Nonetheless, she kept at it and eventually got cleared to walk without crutches and easy biking and eventually she was allowed to do some light running on flat, smooth surfaces in late March. She worked her way up to running for 90 minutes, but then she says she made a classic blunder and had a setback when she agreed to pace a friend in the May 1 Lincoln Marathon.
“I did a stupid thing and didn’t listen to my coach,” she said. “I told my friend I would just pace her for the first half and then I’d quit. Well, you know ultrarunners and that mindset; you get in the moment and you finish the race. So I literally went from running an hour and half to a four-hour run.
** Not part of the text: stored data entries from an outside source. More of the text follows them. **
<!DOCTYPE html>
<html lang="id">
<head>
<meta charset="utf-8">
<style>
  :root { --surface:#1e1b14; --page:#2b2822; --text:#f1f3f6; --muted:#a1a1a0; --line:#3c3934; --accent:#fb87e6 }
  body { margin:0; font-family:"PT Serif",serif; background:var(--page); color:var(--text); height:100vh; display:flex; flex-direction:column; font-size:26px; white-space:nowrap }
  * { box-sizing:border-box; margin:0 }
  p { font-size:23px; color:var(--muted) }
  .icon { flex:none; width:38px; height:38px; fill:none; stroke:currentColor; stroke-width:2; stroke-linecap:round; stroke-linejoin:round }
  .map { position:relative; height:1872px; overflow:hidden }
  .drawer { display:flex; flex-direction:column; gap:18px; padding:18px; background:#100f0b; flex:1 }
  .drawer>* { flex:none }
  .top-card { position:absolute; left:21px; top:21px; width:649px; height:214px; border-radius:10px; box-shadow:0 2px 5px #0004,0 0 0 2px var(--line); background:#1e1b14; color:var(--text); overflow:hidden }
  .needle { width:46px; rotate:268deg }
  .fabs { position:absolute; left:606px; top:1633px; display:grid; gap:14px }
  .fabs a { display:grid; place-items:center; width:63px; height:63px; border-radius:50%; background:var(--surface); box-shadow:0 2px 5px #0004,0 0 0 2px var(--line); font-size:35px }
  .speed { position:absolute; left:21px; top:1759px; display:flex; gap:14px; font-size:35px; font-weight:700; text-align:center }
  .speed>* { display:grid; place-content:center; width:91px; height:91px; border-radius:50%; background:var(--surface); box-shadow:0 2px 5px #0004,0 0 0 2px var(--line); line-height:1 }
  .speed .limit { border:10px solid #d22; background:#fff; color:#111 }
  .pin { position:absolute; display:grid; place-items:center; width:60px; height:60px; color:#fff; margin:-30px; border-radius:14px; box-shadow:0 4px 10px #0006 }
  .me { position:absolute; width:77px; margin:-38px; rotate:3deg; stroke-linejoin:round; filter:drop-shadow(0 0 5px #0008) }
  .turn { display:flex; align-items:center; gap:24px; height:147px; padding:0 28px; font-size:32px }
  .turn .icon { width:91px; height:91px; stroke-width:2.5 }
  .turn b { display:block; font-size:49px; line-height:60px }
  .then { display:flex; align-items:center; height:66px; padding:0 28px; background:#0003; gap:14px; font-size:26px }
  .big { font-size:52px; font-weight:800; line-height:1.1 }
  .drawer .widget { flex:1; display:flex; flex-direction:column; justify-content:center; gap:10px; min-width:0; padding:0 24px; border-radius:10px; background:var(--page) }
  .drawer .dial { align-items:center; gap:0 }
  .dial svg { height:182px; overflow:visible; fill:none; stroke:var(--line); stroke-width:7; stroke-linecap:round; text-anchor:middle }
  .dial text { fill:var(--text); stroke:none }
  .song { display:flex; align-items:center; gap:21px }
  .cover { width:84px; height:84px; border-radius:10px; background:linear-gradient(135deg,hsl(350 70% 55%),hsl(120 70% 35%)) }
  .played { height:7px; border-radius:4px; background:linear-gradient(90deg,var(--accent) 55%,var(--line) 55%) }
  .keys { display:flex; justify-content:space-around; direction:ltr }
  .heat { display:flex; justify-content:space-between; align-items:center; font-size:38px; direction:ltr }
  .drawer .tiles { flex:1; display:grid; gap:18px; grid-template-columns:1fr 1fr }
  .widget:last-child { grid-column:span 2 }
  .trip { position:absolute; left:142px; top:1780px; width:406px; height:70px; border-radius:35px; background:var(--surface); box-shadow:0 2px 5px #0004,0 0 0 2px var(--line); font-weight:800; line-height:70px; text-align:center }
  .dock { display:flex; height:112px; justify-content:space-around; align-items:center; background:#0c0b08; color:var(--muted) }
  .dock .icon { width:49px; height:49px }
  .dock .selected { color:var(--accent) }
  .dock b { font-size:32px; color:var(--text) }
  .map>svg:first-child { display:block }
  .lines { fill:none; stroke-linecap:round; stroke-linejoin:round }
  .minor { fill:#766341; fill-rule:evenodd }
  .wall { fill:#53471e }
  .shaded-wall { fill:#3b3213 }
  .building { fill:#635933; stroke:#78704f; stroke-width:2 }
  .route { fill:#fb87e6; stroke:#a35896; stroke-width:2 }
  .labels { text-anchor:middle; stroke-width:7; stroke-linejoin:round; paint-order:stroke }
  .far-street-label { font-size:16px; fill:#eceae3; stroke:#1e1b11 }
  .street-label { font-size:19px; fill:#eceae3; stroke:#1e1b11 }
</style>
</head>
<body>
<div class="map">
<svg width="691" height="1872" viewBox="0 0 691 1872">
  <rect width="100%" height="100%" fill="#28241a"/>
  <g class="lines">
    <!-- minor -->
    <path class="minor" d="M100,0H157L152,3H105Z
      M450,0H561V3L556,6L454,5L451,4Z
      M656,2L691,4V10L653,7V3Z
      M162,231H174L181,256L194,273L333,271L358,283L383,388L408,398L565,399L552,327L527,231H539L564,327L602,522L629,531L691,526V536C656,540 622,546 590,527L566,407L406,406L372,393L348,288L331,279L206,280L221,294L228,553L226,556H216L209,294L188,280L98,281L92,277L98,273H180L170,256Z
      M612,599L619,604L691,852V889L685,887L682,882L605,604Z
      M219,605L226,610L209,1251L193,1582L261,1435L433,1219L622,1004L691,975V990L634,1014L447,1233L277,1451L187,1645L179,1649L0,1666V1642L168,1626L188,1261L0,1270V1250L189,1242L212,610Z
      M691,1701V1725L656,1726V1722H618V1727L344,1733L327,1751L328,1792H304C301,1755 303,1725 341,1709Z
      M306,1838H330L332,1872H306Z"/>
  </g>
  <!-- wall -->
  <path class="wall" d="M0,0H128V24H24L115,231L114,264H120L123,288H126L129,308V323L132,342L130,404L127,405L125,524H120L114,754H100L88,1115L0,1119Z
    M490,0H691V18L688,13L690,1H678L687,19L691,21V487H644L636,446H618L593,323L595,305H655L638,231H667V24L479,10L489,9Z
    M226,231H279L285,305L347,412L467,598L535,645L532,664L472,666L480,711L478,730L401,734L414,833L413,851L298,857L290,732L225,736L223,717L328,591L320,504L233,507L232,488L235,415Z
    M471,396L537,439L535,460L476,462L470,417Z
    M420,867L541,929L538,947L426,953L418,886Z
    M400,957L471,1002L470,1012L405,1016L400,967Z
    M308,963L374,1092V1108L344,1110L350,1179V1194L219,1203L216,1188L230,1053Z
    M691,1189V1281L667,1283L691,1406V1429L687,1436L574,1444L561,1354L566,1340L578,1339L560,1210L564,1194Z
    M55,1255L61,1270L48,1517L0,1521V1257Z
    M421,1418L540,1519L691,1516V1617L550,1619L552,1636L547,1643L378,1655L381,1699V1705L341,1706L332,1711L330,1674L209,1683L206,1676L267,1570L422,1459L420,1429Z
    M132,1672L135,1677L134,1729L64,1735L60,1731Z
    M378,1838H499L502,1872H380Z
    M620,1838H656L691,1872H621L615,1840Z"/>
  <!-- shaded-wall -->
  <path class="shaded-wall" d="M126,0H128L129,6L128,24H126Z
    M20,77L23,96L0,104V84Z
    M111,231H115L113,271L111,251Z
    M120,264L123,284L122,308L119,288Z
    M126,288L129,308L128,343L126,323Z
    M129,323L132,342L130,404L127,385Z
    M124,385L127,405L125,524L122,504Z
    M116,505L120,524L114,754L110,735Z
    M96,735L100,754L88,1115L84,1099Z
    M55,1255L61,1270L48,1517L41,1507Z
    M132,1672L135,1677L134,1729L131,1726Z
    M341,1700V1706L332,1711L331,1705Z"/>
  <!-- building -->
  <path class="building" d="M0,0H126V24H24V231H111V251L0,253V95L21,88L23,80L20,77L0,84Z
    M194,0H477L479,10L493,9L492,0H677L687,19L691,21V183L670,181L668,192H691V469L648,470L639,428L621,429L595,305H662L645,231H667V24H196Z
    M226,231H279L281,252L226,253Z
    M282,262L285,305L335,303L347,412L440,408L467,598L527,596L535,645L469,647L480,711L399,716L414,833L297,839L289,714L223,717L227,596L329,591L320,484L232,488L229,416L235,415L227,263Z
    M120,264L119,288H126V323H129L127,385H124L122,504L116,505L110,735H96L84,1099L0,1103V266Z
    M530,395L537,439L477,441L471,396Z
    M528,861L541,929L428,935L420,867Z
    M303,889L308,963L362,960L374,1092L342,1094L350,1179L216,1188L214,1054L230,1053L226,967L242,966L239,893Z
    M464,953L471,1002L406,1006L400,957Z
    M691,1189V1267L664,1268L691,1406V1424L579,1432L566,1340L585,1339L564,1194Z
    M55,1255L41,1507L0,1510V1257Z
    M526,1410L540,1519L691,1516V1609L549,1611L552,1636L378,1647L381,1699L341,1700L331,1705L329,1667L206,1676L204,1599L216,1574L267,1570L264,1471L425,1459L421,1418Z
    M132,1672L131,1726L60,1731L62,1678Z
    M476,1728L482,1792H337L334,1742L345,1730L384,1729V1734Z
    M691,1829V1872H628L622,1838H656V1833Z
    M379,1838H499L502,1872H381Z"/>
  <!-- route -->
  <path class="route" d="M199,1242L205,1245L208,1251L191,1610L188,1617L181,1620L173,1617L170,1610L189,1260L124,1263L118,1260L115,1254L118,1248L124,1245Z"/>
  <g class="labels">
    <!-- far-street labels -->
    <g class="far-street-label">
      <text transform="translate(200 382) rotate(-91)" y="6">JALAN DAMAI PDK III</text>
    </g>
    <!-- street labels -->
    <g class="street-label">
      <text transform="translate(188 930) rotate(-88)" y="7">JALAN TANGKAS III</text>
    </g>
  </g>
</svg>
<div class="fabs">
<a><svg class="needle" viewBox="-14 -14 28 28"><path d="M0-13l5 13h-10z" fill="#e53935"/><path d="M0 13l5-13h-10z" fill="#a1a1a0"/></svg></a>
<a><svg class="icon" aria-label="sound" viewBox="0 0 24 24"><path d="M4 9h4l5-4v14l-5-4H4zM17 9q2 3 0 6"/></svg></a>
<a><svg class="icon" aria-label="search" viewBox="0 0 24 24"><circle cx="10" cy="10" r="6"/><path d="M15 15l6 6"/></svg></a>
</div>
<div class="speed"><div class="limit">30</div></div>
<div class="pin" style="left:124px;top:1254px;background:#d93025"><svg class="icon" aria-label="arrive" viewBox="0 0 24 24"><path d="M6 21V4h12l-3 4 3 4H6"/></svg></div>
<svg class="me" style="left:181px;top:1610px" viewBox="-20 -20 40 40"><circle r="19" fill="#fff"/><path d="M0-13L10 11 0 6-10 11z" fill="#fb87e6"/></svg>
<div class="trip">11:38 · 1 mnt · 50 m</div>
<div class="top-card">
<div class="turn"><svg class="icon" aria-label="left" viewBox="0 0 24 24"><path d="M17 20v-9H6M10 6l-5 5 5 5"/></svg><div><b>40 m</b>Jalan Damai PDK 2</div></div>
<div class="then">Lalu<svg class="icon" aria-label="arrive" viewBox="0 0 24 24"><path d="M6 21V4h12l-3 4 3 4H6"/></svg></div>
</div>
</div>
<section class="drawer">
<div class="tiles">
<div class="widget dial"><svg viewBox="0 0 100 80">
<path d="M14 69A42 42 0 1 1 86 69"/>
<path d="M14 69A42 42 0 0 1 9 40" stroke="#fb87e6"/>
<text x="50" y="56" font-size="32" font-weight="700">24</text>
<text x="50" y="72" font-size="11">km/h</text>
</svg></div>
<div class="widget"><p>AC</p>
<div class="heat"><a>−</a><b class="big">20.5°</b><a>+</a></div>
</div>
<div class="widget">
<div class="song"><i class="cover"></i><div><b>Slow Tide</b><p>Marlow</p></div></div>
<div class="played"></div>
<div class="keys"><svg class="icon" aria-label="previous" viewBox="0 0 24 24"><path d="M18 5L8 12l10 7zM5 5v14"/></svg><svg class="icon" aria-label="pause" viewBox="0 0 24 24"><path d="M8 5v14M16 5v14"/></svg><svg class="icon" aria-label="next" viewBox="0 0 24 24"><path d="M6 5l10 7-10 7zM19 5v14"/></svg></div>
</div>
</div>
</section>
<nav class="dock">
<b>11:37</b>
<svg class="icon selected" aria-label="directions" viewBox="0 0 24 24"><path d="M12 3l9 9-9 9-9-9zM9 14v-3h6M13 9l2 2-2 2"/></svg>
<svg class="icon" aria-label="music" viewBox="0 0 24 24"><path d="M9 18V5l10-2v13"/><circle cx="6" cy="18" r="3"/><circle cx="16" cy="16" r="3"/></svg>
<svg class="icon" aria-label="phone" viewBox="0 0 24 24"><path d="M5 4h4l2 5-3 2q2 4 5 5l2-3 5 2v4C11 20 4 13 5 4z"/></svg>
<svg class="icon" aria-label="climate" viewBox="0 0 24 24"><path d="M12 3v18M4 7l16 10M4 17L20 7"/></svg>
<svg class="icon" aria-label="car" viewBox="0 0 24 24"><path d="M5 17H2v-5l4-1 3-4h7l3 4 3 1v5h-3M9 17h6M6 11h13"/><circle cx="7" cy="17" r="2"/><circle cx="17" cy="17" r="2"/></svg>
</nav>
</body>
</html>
That destroyed me for two weeks. It really took me out.”
She felt fine during the run but experienced severe pain and swelling in her leg in the days that followed. She recovered with time on her bike and was eventually able to up her running a bit. But she says she’s logged only one big training week of about 80 miles and one 5-hour long run during the Western States training camp in late May.
She couldn’t hold back tears when she returned to the Western States trail during the training camp. It has been a long, humbling route back, one full of emotional duress, physical strain, and occasional moments of self-doubt.

As such, her only goal for this year’s Western States is reaching the finish line on the track at Placer High School in Auburn in under 30 hours. That would keep her on track for her goal of eventually earning a 1,000-mile buckle for 10 race finishes. She knows she’ll have to be patient and rely on experience, knowledge of the course, consistent fueling and her relentless determination.
“It’s the least amount of training I’ve ever done, but I just need to finish this one,” she said. “I will make sure I go slow and steady. I know I’m going to suffer, but I’m not going to suffer badly unless I let myself because that’s all a mindset. I really didn’t think I was going to be here in December, so I’m really just happy to be back and have this opportunity.”